Certain statements contained in this Quarterly Report on Form 10-Q may constitute forward-looking statements within the meaning of Section 27A of the Securities Act of 1933, as amended, and Section 21E of the Securities Exchange Act of 1934, as amended. The words or phrases “would be,” “will allow,” “intends to,” “will likely result,” “are expected to,” “will continue,” “is anticipated,” “estimate,” “project,” or similar expressions, or the negative of such words or phrases, are intended to identify “forward-looking statements.” We have based these forward-looking statements on our current expectations and projections about future events. Because such statements include risks, uncertainties, and assumptions, including the duration and severity of the COVID-19 pandemic and its impact on our business and financial performance, actual results may differ materially from those expressed or implied by such forward-looking statements. Factors that could cause or contribute to these differences include those described below and elsewhere in this Quarterly Report on Form 10-Q, and in our Annual Report on Form 10-K, particularly in Part I – Item 1A, “Risk Factors,” and our other filings with the Securities and Exchange Commission. Statements made herein are as of the date of the filing of this Quarterly Report on Form 10-Q with the Securities and Exchange Commission and should not be relied upon as of any subsequent date. Unless otherwise required by applicable law, we do not undertake, and we specifically disclaim, any obligation to update any forward-looking statements to reflect occurrences, developments, unanticipated events or circumstances after the date of such statement.

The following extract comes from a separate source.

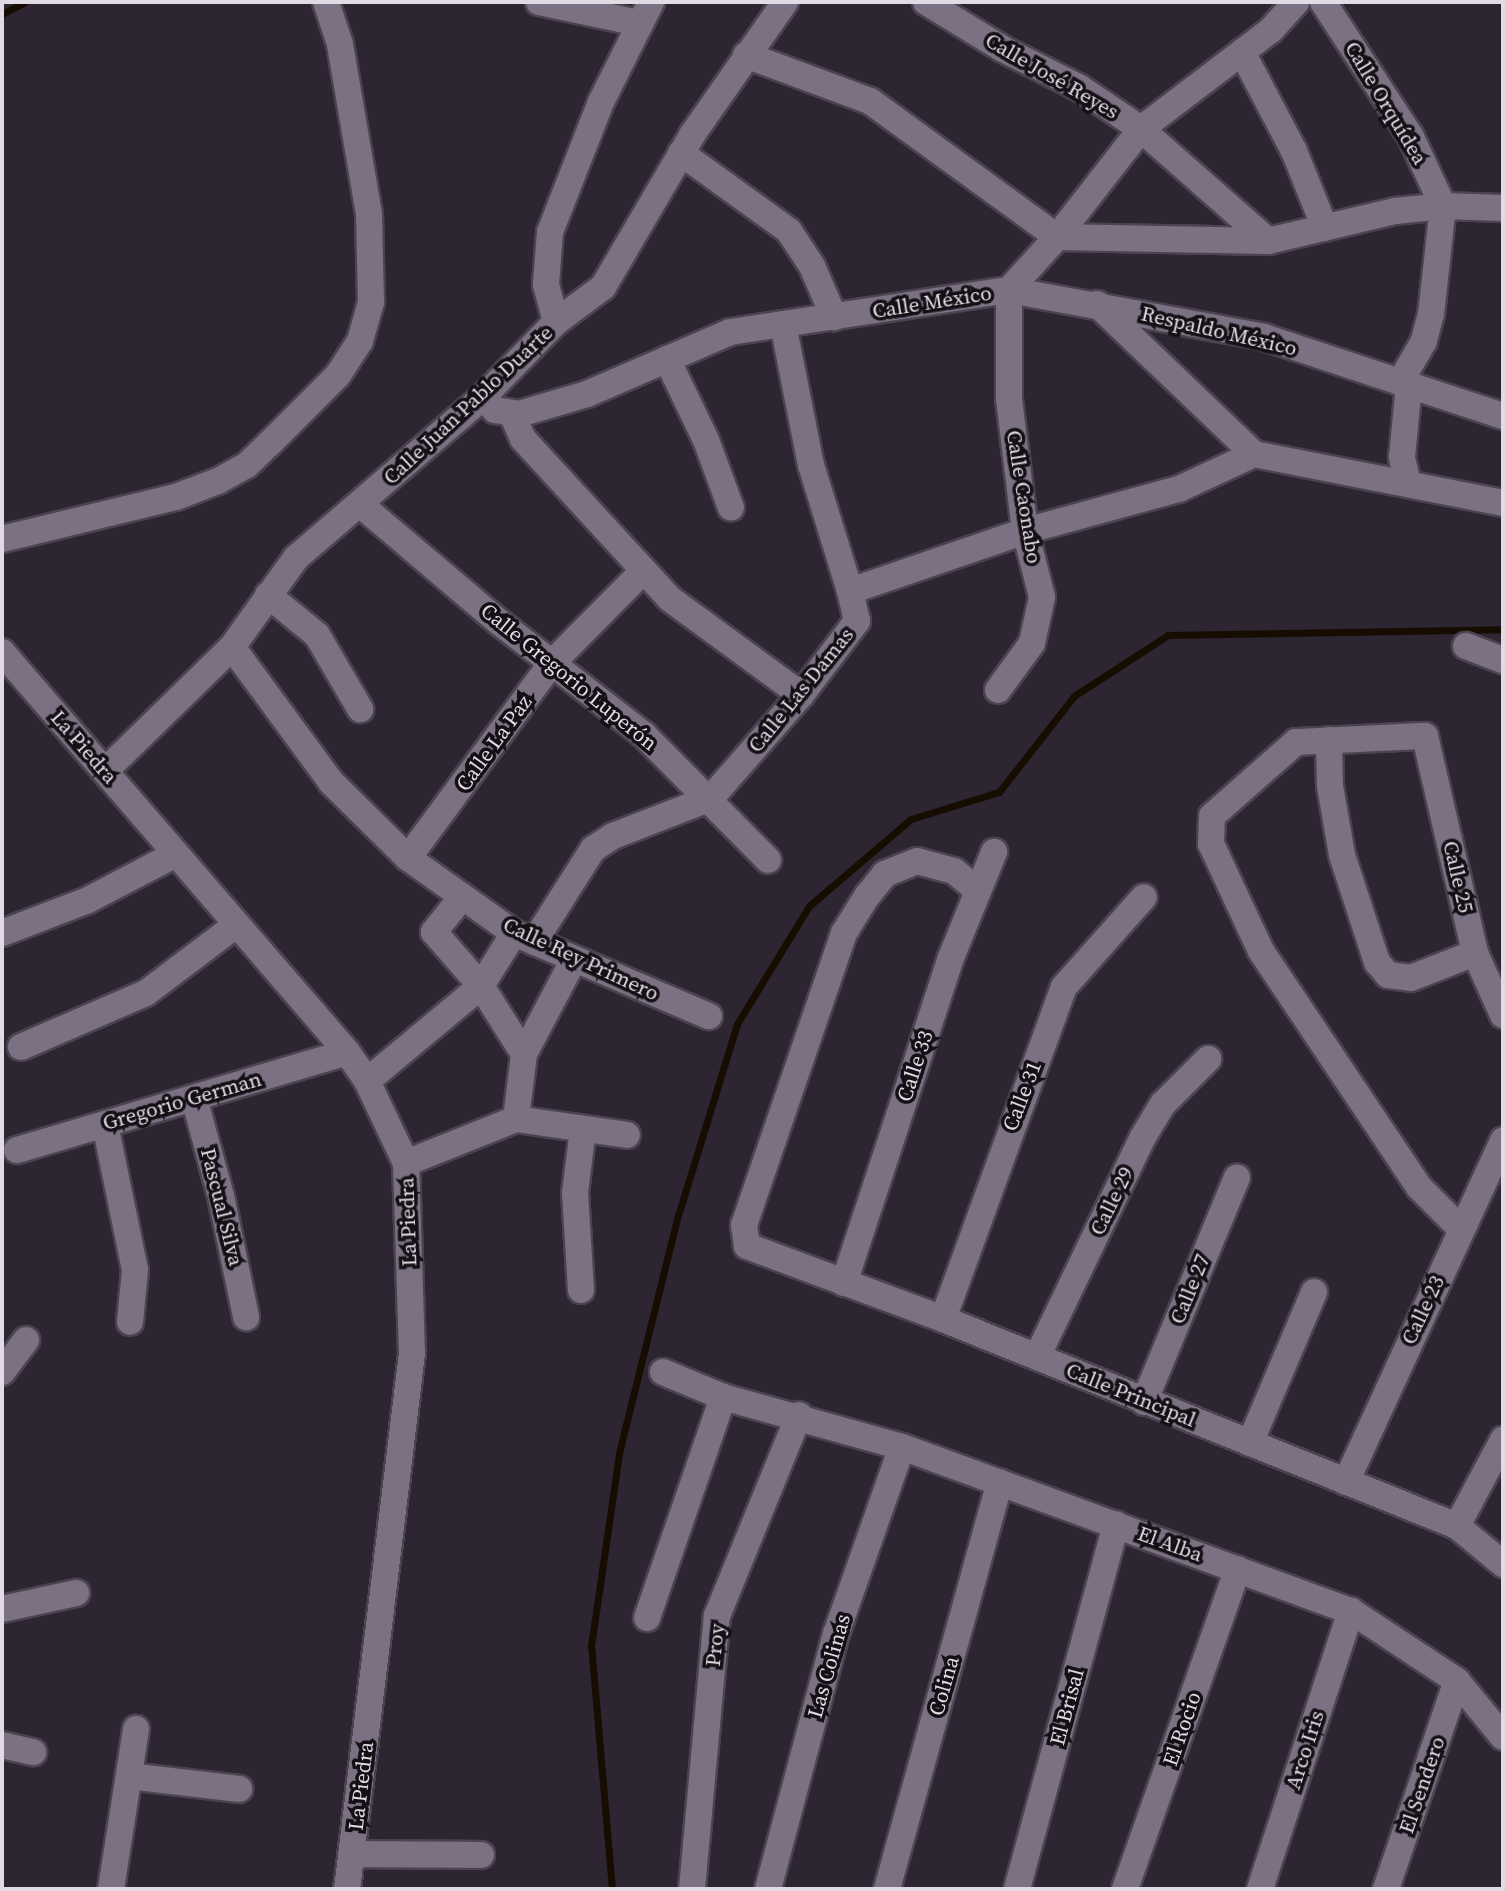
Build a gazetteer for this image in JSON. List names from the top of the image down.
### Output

The following discussion and analysis of our financial condition and results of operations should be read in conjunction with our unaudited financial statements and related notes that appear in Item 1 of this Quarterly Report on Form 10-Q and with our audited financial statements and related notes for the year ended December 31, 2021, which are included in our Annual Report on Form 10-K filed with the Securities and Exchange Commission on March 1, 2022. Unless otherwise indicated or the context otherwise requires, all references in this “Management’s Discussion and Analysis of Financial Condition and Results of Operations” section to the “Company,” “we,” “our,” “ours,” “us” or similar terms refer to Senseonics Holdings, Inc. and its subsidiary.

Overview

We are a medical technology company focused on the development and manufacturing of glucose monitoring products designed to transform lives in the global diabetes community with differentiated, long-term implantable glucose management technology. Our Eversense, Eversense XL and Eversense E3 continuous glucose monitoring (“CGM”) systems are designed to continually and accurately measure glucose levels in people with diabetes via an under-the-skin sensor, a removable and rechargeable smart transmitter, and a convenient app for real-time diabetes monitoring and management for a period of up to six months in the case of Eversense E3 and Eversense XL, as compared to seven to 14 days for non-implantable CGM systems. We affixed the CE mark to the original Eversense CGM system in June 2016, which marked the first certification for the product to be sold within the European Economic Area (“EEA”). Subsequently, we affixed the CE mark to the extended life Eversense XL CGM system in September 2017 which is currently available in select markets in Europe and the Middle East. In June 2022, we affixed the CE mark to the extended life Eversense E3 CGM system and Ascensia will begin commercialization in select markets in Europe during the third quarter of 2022. In June 2018, the U.S. Food and Drug Administration (“FDA”), approved the Eversense CGM system and it is currently available throughout the United States. In June 2019, we received FDA approval for the non-adjunctive indication (dosing claim) for the Eversense system. With this approval and the availability of a new app in December 2019, the Eversense system can now be used as a therapeutic CGM in the United States to replace fingerstick blood glucose measurement to make treatment decisions, including insulin dosing. In February 2022, the 180-day extended life Eversense E3 CGM system was approved by the FDA and Ascensia Diabetes Care Holdings AG (“Ascensia”) began commercializing Eversense E3 in the United States in the second quarter of 2022.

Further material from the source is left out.